Orientalis selanjutnya pun muncul dengan nama Ignaz Goldziher yang menyatakan
bahwa Hadis tidak lebih yaitu produk atas refleksi interaksi dan konflik pelbagai
aliran sehingga bukan dikategorikan sebagai dokumen awal dalam sejarah
perkembangan Islam. Joseph Schacht asal Jerman pun kemudian hadir dengan
menyatakan bahwa tidak ada Hadis yang benar-benar murni berasal dari Nabi, dan
jika dipaksakan ada dengan bukti yang ada maka jumlahnya pun hanya sangat
sedikit. Sikap mereka dengan status orientalis ini hanyalah mewujudkan misi melemahkan dan menyebarkan sikap keraguan terhadap sumber ajaran Islam
setelah al-Quran, yakni Hadis.
Setidaknya ada tiga teori skeptisisme yang dicanangkan oleh orientalis
terkait kajiannya terhadap Hadis yaitu projecting back, common link dan
argumentum e silentio yang sering disandarkan kepada orientalis Joseph
Schacht. Schacht menyimpulkan bahwa hukum Islam yaitu produk atas
fenomena sejarah yang erat hubungannya dengan fakta sosial sehingga Al-Qur’an
dan Hadis bukan seperangkat norma yang diwahyukan.28 Pendapat Schacht
kemudian dikembangkan oleh golongan orientalias revisionis dengan keteguhan
keyakinan bahwa umat Islam tidak memiliki formulasi hukum yang memiliki
standar seperti yang diklaim terdapat dalam al-Qur’an dan Hadis. Selain ketiga
teori skeptis di atas, ada istilah redaction theory yang makin menguatkan
kecurigaan orientalis atas validitas al-Qur’an dan Hadis dengan mengatakan
bahwa ulama Muslim bersekongkol dengan saling memberikan pengaruh antara
karyanya didukung oleh kondisi sekitar sehingga di zamannya, Islam dikuatkan
dengan munculnya reformis hukum yang disebut mujtahid.29
Bantahan terhadap skeptisisme yang dimunculkan oleh orientalis pun
muncul dari kalangan sesama orientalis dan umat Muslim seperti Fuat Sezgin
berargumen bahwa Ignaz tidak memahami kaidah transmisi riwayat hadis secara
menyeluruh. Nabia Abbot menguatkan juga dengan mengatakan bahwa Sahabat
Nabi telah menyimpan teks hadis yang terjaga dari masa Muhammad. Mushtafa
Azami menjelaskan bahwa tradisi meriwayatkan hadis turun-temurun secara
verbal telah menjadi budaya di kalangan bangsa Arab sehingga mata rantai
periwayatan terjaga.30
D. Profil dan Pemikiran Michael CooK
1. Alur Kehidupannya
Michael Allan Cook lahir tahun 1940 M di Inggris dengan kebangsaan
Inggris-Scotlandia. Ia merupakan tokoh sejarawan dengan pendidikannya di
Cambridge tahun 1959 hingga 1963. 31 Sebagai lulusan Universitas Cambridge dengan keahliannya di bidang bahasa Persia dan Turki serta kerap fokus dalam
kajian sejarah Eropa dan Inggris maka Cook masyhur dengan kegemarannya
mengadakan penelitian ilmiah. Diketahui bahwa kajian ilmiahnya yang pertama
yaitu perihal sejarah populasi kerajaan Utsmani di abad XV-XVI M ketika aktif
mengajar di Universitas London hingga tahun 1986.

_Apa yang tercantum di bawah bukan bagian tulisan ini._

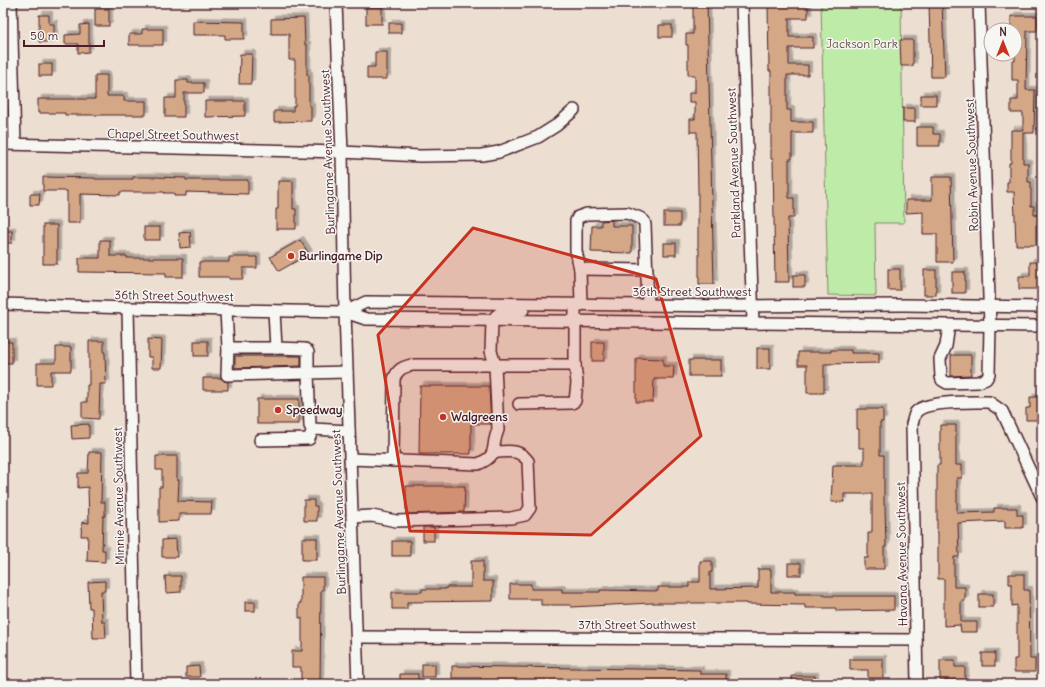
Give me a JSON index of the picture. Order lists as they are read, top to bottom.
{
  "streets": {
    "street": [
      "Chapel Street Southwest",
      "Burlingame Avenue Southwest",
      "Parkland Avenue Southwest",
      "Robin Avenue Southwest",
      "36th Street Southwest",
      "Minnie Avenue Southwest",
      "Havana Avenue Southwest",
      "37th Street Southwest"
    ]
  },
  "crossings": [
    ["Chapel Street Southwest", "Burlingame Avenue Southwest"],
    ["Burlingame Avenue Southwest", "36th Street Southwest"],
    ["Burlingame Avenue Southwest", "37th Street Southwest"],
    ["Parkland Avenue Southwest", "36th Street Southwest"],
    ["Robin Avenue Southwest", "36th Street Southwest"],
    ["36th Street Southwest", "Minnie Avenue Southwest"],
    ["Havana Avenue Southwest", "37th Street Southwest"]
  ],
  "parks": ["Jackson Park"],
  "places": ["Burlingame Dip", "Speedway", "Walgreens"],
  "scale_bar": "50 m",
  "north": "top"
}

Studi Pascasarjana Cook lanjut di School of Oriental and African Studies
(SOAS), Universitas London pada tahun 1963-1966 di bawah bimbingan Prof.
Bernard Lewis, di mana ia memulai penelitian tentang sejarah populasi kerajaan
Utsmani di abad lima belas dan enam belas. Kemudian, ia menggunakan waktu
beberapa tahun untuk menjadi dosen dan peneliti di bidang sejarah Islam di
School of Oriental and African Studies, pada tahun 1966-1984 dan seorang
pengkaji sejarah Timur Dekat dan Timur Tengah pada tahun 1984-1986, hingga di
tahun 1986, ia dipilih oleh Cleveland E Dodge, seorang Profesor studi-studi Timur
Dekat untuk menerima jabatan di Universitas Pricenton. 33
Secara umum, fokus penelitiannya bermuara pada kajian sejarah dan
Bahasa Arab. Ia juga tercatat sebagai dosen Pascasarjana di Universitas Princeton
dengan mata kuliah yang diampu perihal studi sejarah dengan materi populernya
terkait sejarah dunia hingga ekspansi Eropa dan sejarah Islam di abad-abad awal.34
Cook senang mengajar teks-teks berbahasa Arab dan memberikan
penjelasan kepada mahasiswa tentang metode mencari dan menemukan sumbersumber primer. Cook mengajar sejarah Islam di abad-abad awal. Itu sebabnya,
dalam bukunya “Muhammad”, ia memaparkan metodologi serta kritik-kritiknya
kepada sarjana-sarjana yang meneliti tentang Muhammad. Selama di Universitas
Princeton ia membimbing banyak mahasiswa. Salah satu bimbingannya yaitu
Michael Bonner, penulis disertasi tentang Garis Perbatasan Bizantium-Arab di
zaman Abbasiyah awal. Keith Lewinstein menulis disertasi tentang analisa
terhadap pembentukan dan transmisi literatur hiresiografi Islam di masa awal.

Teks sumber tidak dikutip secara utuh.